> **Task instructions**
Please restate every record below word for word.

> **Provided information**
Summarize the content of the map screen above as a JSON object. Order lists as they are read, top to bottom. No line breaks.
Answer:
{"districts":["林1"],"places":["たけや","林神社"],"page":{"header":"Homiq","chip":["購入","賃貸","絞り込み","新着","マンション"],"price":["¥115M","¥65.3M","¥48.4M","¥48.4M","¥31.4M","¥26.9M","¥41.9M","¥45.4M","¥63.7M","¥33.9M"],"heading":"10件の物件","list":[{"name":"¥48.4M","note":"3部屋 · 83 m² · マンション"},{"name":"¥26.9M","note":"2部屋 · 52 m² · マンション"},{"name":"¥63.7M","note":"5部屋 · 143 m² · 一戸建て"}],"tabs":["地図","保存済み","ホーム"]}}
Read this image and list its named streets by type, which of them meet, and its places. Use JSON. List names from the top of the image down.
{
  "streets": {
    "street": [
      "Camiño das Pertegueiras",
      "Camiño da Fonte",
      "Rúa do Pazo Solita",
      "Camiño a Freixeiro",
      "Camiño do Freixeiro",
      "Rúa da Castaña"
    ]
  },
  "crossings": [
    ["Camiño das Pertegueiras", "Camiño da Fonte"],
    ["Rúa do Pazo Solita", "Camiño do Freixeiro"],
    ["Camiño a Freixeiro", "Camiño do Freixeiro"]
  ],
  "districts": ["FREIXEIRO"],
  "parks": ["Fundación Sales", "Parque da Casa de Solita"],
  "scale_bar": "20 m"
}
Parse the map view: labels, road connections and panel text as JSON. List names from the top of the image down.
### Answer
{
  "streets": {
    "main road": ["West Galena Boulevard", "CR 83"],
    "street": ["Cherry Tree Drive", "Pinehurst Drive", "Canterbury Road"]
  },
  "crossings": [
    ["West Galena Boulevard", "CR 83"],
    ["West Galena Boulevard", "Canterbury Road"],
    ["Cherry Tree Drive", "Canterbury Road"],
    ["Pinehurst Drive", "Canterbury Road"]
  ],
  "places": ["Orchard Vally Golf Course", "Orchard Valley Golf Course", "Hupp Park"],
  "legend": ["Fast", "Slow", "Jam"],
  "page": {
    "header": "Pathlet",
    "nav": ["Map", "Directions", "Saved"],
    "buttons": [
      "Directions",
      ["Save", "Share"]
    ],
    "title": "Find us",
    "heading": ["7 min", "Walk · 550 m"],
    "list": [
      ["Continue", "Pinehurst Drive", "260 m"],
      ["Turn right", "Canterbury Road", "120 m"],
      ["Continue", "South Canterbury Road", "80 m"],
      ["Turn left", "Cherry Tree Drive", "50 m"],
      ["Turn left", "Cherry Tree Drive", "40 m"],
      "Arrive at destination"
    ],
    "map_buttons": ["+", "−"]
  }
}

> **Final answer**
Summarize the content of the map screen above as a JSON object. Order lists as they are read, top to bottom. No line breaks.
Answer:
{"districts":["林1"],"places":["たけや","林神社"],"page":{"header":"Homiq","chip":["購入","賃貸","絞り込み","新着","マンション"],"price":["¥115M","¥65.3M","¥48.4M","¥48.4M","¥31.4M","¥26.9M","¥41.9M","¥45.4M","¥63.7M","¥33.9M"],"heading":"10件の物件","list":[{"name":"¥48.4M","note":"3部屋 · 83 m² · マンション"},{"name":"¥26.9M","note":"2部屋 · 52 m² · マンション"},{"name":"¥63.7M","note":"5部屋 · 143 m² · 一戸建て"}],"tabs":["地図","保存済み","ホーム"]}}
Read this image and list its named streets by type, which of them meet, and its places. Use JSON. List names from the top of the image down.
{
  "streets": {
    "street": [
      "Camiño das Pertegueiras",
      "Camiño da Fonte",
      "Rúa do Pazo Solita",
      "Camiño a Freixeiro",
      "Camiño do Freixeiro",
      "Rúa da Castaña"
    ]
  },
  "crossings": [
    ["Camiño das Pertegueiras", "Camiño da Fonte"],
    ["Rúa do Pazo Solita", "Camiño do Freixeiro"],
    ["Camiño a Freixeiro", "Camiño do Freixeiro"]
  ],
  "districts": ["FREIXEIRO"],
  "parks": ["Fundación Sales", "Parque da Casa de Solita"],
  "scale_bar": "20 m"
}
Parse the map view: labels, road connections and panel text as JSON. List names from the top of the image down.
### Answer
{
  "streets": {
    "main road": ["West Galena Boulevard", "CR 83"],
    "street": ["Cherry Tree Drive", "Pinehurst Drive", "Canterbury Road"]
  },
  "crossings": [
    ["West Galena Boulevard", "CR 83"],
    ["West Galena Boulevard", "Canterbury Road"],
    ["Cherry Tree Drive", "Canterbury Road"],
    ["Pinehurst Drive", "Canterbury Road"]
  ],
  "places": ["Orchard Vally Golf Course", "Orchard Valley Golf Course", "Hupp Park"],
  "legend": ["Fast", "Slow", "Jam"],
  "page": {
    "header": "Pathlet",
    "nav": ["Map", "Directions", "Saved"],
    "buttons": [
      "Directions",
      ["Save", "Share"]
    ],
    "title": "Find us",
    "heading": ["7 min", "Walk · 550 m"],
    "list": [
      ["Continue", "Pinehurst Drive", "260 m"],
      ["Turn right", "Canterbury Road", "120 m"],
      ["Continue", "South Canterbury Road", "80 m"],
      ["Turn left", "Cherry Tree Drive", "50 m"],
      ["Turn left", "Cherry Tree Drive", "40 m"],
      "Arrive at destination"
    ],
    "map_buttons": ["+", "−"]
  }
}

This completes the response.